The law of pardons and contempts: Article II, Section 2, of the Constitution states that the president “shall have power to grant reprieves and pardons for offenses against the United States, except in cases of impeachment.” When lawyers and judges use the word “offense” as a general term describing a category of legal cases, they mean “crime,” as distinct from a civil wrong.  Thus, the plain language of Article II, Section 2 gives the president the power to pardon crimes, but not the power to void civil judgments against federal litigants.

Criminal contempt “is a crime in the ordinary sense,” a point the Supreme Court has affirmed over and over again.  And a violation of 18 U.S.C. 401 is a felony.

Moreover, the Supreme Court has expressly held that the pardon power extends to criminal contempts. In Ex parte Grossman, a 1925 opinion written by a man who knew about the pardon power from first-hand experience, Chief Justice and former President of the United States, William Howard Taft, the Court addressed exactly the same separation of powers argument Chemerinsky makes and unanimously rejected it.

Chemerinsky tries, as lawyers say, to “distinguish” the Grossman case — which means to argue that Grossman doesn’t count because it decided a different issue than the one presented by the Arpaio pardon.  In a nutshell, Chemerinsky claims that the Arpaio contempt was different that than the Grossman contempt in a way that, for historical reasons, places it outside the president’s pardon power.

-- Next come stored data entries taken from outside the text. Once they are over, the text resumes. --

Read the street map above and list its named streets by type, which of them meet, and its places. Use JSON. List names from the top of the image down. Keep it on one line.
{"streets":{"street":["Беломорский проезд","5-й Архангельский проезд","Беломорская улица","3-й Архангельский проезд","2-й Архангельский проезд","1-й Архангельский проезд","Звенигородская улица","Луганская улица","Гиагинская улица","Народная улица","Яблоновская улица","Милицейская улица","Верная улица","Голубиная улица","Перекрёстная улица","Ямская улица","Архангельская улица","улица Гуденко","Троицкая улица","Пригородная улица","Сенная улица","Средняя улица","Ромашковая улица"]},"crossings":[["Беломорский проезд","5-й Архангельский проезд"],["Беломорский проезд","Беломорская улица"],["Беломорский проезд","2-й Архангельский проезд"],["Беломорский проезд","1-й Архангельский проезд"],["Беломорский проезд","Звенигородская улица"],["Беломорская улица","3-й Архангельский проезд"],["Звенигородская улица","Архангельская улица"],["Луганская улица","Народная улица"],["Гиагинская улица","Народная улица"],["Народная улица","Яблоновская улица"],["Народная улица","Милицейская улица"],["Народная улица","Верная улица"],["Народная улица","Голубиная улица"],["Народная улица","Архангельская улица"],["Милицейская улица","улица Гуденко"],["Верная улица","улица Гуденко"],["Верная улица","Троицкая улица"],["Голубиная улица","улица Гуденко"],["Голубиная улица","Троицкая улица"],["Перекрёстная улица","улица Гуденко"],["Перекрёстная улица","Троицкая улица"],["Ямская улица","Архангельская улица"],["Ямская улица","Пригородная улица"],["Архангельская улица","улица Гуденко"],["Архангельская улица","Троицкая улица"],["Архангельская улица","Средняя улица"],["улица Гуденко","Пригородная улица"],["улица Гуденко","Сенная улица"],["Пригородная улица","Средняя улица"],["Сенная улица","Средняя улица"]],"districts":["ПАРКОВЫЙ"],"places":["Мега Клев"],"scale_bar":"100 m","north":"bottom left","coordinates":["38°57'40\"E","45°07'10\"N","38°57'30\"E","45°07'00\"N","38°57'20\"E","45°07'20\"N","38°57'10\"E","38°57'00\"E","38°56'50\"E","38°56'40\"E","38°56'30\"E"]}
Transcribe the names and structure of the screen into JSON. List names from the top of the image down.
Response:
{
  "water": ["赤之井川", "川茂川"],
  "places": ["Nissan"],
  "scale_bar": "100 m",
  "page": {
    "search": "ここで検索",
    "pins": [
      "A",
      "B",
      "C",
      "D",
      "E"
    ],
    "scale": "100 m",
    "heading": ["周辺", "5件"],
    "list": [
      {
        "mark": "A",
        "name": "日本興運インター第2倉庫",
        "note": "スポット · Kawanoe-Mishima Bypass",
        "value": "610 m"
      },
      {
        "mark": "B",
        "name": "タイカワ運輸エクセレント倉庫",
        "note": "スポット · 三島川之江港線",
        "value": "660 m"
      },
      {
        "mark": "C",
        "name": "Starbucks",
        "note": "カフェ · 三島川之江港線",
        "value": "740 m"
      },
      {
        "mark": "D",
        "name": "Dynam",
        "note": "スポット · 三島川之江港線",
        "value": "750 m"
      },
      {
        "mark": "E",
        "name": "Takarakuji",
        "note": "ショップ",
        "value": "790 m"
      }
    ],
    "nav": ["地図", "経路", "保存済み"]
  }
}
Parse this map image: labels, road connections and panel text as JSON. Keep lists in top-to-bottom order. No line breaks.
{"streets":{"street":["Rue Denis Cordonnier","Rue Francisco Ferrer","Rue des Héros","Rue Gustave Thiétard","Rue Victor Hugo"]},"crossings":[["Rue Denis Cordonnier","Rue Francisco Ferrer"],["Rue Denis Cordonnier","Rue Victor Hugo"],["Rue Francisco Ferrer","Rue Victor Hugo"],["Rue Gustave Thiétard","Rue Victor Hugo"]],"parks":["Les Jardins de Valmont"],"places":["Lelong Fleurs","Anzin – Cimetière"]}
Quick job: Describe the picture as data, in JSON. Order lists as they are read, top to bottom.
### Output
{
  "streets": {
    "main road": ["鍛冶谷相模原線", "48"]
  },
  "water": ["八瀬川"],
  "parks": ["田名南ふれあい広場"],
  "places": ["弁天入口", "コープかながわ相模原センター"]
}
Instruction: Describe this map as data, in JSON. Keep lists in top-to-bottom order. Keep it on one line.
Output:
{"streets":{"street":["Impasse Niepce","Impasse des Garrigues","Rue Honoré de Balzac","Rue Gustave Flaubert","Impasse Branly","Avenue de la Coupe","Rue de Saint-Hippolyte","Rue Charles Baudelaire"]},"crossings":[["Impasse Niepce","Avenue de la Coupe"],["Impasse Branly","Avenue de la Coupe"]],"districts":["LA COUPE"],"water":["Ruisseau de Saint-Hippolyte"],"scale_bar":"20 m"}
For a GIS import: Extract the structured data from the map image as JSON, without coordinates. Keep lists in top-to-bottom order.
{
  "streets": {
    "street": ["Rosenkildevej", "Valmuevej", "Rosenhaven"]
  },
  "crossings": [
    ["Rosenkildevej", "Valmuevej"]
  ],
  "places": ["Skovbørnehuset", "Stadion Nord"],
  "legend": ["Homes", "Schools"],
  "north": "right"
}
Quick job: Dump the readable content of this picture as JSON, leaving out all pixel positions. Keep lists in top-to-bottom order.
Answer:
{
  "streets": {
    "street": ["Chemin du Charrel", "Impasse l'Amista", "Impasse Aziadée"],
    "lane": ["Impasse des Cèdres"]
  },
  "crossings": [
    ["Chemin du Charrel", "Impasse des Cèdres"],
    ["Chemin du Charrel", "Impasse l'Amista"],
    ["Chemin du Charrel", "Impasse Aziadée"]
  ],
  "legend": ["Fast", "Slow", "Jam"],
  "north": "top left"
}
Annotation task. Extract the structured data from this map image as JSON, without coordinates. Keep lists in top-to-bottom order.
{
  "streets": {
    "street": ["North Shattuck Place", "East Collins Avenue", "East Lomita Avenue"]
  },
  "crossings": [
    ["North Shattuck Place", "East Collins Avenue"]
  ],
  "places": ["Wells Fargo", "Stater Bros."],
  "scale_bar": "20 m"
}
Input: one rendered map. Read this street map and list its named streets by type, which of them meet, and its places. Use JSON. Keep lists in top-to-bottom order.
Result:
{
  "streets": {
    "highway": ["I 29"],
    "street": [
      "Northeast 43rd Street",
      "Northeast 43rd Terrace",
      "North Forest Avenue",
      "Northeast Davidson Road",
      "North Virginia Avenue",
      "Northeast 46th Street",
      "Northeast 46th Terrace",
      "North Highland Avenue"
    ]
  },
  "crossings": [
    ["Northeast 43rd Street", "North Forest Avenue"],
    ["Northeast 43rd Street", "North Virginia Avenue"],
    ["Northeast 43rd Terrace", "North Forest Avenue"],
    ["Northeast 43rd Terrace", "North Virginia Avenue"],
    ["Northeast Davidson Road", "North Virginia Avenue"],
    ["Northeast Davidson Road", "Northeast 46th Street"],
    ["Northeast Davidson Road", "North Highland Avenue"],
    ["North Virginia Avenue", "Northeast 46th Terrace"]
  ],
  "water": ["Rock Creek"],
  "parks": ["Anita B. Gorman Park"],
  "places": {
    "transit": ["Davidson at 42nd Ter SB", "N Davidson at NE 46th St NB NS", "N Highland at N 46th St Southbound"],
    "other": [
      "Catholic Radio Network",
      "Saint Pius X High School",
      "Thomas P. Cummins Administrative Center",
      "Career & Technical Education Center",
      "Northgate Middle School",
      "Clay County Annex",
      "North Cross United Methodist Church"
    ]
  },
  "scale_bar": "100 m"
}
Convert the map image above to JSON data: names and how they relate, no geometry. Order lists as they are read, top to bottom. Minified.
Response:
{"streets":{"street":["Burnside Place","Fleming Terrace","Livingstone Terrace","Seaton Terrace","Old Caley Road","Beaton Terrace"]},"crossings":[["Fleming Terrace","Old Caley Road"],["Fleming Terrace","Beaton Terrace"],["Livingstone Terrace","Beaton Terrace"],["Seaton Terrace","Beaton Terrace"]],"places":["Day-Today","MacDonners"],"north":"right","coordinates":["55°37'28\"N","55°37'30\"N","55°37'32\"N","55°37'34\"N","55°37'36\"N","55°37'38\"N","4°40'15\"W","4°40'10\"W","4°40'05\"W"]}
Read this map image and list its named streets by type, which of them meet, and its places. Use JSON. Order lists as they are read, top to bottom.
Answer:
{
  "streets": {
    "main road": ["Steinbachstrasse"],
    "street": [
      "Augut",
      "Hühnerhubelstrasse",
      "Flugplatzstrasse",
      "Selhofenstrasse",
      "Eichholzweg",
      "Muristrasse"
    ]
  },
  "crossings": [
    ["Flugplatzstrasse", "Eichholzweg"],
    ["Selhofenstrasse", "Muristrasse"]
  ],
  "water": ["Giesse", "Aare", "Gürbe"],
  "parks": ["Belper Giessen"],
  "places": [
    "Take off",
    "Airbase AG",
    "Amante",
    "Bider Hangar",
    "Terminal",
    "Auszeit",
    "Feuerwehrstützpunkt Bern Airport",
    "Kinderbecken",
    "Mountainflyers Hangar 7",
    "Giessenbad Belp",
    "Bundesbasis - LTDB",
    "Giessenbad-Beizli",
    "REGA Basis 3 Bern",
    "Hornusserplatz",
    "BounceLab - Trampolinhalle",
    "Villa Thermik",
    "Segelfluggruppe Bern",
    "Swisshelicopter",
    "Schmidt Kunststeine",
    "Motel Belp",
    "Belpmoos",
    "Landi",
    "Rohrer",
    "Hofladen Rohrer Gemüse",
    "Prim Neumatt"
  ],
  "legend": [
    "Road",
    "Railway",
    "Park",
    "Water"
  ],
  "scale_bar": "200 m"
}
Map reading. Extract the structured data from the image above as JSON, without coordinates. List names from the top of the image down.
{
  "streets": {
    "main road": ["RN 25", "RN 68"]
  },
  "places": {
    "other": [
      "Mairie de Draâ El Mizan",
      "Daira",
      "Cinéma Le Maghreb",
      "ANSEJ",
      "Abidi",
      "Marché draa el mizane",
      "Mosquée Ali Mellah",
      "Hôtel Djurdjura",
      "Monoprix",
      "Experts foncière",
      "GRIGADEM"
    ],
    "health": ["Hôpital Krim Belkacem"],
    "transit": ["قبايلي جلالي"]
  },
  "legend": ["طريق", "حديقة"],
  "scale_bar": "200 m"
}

The argument is intricate, elegant … and wrong.  It runs something like this:

The Supreme Court in Grossman said that, when creating the president’s constitutional pardon power, the framers thought of it as roughly coextensive with the King’s pardon power in England before the American Revolution.  Therefore, Chemerinsky sets out to find some limitation on the King’s pardon power that, by analogy, would limit a president’s power to pardon the Arpaio contempt.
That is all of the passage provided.